*Problem to work on*.
Nothing in the data should be left out or altered when it is retyped.

*Saved entries*.
Segment Open

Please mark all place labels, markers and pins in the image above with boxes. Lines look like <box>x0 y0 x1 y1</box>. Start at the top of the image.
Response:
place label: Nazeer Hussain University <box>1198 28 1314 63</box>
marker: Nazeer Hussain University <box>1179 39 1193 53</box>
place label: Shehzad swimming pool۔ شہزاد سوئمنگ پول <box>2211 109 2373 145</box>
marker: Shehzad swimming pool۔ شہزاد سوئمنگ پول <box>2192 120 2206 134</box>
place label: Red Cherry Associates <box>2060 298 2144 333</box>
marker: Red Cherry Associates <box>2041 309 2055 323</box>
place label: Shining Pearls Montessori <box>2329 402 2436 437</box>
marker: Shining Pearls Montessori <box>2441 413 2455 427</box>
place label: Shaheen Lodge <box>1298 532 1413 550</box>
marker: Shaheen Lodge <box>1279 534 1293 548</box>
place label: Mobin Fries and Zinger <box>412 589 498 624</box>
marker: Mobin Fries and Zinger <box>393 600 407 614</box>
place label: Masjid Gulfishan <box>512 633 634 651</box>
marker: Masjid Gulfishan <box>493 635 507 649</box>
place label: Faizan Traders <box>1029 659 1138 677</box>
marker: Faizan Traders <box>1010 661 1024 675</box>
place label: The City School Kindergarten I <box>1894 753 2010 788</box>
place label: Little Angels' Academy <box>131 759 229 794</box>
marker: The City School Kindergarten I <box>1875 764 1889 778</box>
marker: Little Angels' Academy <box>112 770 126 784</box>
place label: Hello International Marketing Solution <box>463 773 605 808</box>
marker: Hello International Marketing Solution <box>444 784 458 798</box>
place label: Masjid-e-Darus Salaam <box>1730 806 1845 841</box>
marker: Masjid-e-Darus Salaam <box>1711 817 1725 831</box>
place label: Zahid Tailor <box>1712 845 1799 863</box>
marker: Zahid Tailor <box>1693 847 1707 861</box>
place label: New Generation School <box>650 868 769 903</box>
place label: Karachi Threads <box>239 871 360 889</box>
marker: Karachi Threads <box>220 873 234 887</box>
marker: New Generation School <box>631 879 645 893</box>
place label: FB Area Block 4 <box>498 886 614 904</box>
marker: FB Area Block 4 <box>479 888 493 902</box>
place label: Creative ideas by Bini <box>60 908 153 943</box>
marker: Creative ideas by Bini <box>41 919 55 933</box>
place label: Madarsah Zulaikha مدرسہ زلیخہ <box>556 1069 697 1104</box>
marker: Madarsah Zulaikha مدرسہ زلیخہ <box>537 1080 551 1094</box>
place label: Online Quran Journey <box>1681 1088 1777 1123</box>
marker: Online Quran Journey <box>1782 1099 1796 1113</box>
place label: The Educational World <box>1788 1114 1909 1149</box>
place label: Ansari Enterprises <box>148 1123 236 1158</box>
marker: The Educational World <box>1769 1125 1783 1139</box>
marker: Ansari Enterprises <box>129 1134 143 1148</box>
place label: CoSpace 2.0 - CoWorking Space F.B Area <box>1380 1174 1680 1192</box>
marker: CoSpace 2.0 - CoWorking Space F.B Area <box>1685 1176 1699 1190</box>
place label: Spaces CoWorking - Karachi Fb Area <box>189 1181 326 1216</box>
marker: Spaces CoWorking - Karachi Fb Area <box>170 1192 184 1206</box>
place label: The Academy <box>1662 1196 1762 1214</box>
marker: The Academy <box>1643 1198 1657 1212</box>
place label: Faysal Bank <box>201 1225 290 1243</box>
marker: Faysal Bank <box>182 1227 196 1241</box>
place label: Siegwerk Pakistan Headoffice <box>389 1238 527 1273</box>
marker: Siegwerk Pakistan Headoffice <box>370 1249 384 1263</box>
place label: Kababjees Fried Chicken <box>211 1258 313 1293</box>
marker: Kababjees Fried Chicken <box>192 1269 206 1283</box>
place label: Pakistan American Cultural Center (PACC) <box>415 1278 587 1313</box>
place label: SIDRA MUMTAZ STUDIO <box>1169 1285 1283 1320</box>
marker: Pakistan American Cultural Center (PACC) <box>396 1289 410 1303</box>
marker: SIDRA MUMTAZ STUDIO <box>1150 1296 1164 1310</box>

Segment Closed

*Expected output*.
Please mark all place labels, markers and pins in the image above with boxes. Lines look like <box>x0 y0 x1 y1</box>. Start at the top of the image.
Response:
place label: Nazeer Hussain University <box>1198 28 1314 63</box>
marker: Nazeer Hussain University <box>1179 39 1193 53</box>
place label: Shehzad swimming pool۔ شہزاد سوئمنگ پول <box>2211 109 2373 145</box>
marker: Shehzad swimming pool۔ شہزاد سوئمنگ پول <box>2192 120 2206 134</box>
place label: Red Cherry Associates <box>2060 298 2144 333</box>
marker: Red Cherry Associates <box>2041 309 2055 323</box>
place label: Shining Pearls Montessori <box>2329 402 2436 437</box>
marker: Shining Pearls Montessori <box>2441 413 2455 427</box>
place label: Shaheen Lodge <box>1298 532 1413 550</box>
marker: Shaheen Lodge <box>1279 534 1293 548</box>
place label: Mobin Fries and Zinger <box>412 589 498 624</box>
marker: Mobin Fries and Zinger <box>393 600 407 614</box>
place label: Masjid Gulfishan <box>512 633 634 651</box>
marker: Masjid Gulfishan <box>493 635 507 649</box>
place label: Faizan Traders <box>1029 659 1138 677</box>
marker: Faizan Traders <box>1010 661 1024 675</box>
place label: The City School Kindergarten I <box>1894 753 2010 788</box>
place label: Little Angels' Academy <box>131 759 229 794</box>
marker: The City School Kindergarten I <box>1875 764 1889 778</box>
marker: Little Angels' Academy <box>112 770 126 784</box>
place label: Hello International Marketing Solution <box>463 773 605 808</box>
marker: Hello International Marketing Solution <box>444 784 458 798</box>
place label: Masjid-e-Darus Salaam <box>1730 806 1845 841</box>
marker: Masjid-e-Darus Salaam <box>1711 817 1725 831</box>
place label: Zahid Tailor <box>1712 845 1799 863</box>
marker: Zahid Tailor <box>1693 847 1707 861</box>
place label: New Generation School <box>650 868 769 903</box>
place label: Karachi Threads <box>239 871 360 889</box>
marker: Karachi Threads <box>220 873 234 887</box>
marker: New Generation School <box>631 879 645 893</box>
place label: FB Area Block 4 <box>498 886 614 904</box>
marker: FB Area Block 4 <box>479 888 493 902</box>
place label: Creative ideas by Bini <box>60 908 153 943</box>
marker: Creative ideas by Bini <box>41 919 55 933</box>
place label: Madarsah Zulaikha مدرسہ زلیخہ <box>556 1069 697 1104</box>
marker: Madarsah Zulaikha مدرسہ زلیخہ <box>537 1080 551 1094</box>
place label: Online Quran Journey <box>1681 1088 1777 1123</box>
marker: Online Quran Journey <box>1782 1099 1796 1113</box>
place label: The Educational World <box>1788 1114 1909 1149</box>
place label: Ansari Enterprises <box>148 1123 236 1158</box>
marker: The Educational World <box>1769 1125 1783 1139</box>
marker: Ansari Enterprises <box>129 1134 143 1148</box>
place label: CoSpace 2.0 - CoWorking Space F.B Area <box>1380 1174 1680 1192</box>
marker: CoSpace 2.0 - CoWorking Space F.B Area <box>1685 1176 1699 1190</box>
place label: Spaces CoWorking - Karachi Fb Area <box>189 1181 326 1216</box>
marker: Spaces CoWorking - Karachi Fb Area <box>170 1192 184 1206</box>
place label: The Academy <box>1662 1196 1762 1214</box>
marker: The Academy <box>1643 1198 1657 1212</box>
place label: Faysal Bank <box>201 1225 290 1243</box>
marker: Faysal Bank <box>182 1227 196 1241</box>
place label: Siegwerk Pakistan Headoffice <box>389 1238 527 1273</box>
marker: Siegwerk Pakistan Headoffice <box>370 1249 384 1263</box>
place label: Kababjees Fried Chicken <box>211 1258 313 1293</box>
marker: Kababjees Fried Chicken <box>192 1269 206 1283</box>
place label: Pakistan American Cultural Center (PACC) <box>415 1278 587 1313</box>
place label: SIDRA MUMTAZ STUDIO <box>1169 1285 1283 1320</box>
marker: Pakistan American Cultural Center (PACC) <box>396 1289 410 1303</box>
marker: SIDRA MUMTAZ STUDIO <box>1150 1296 1164 1310</box>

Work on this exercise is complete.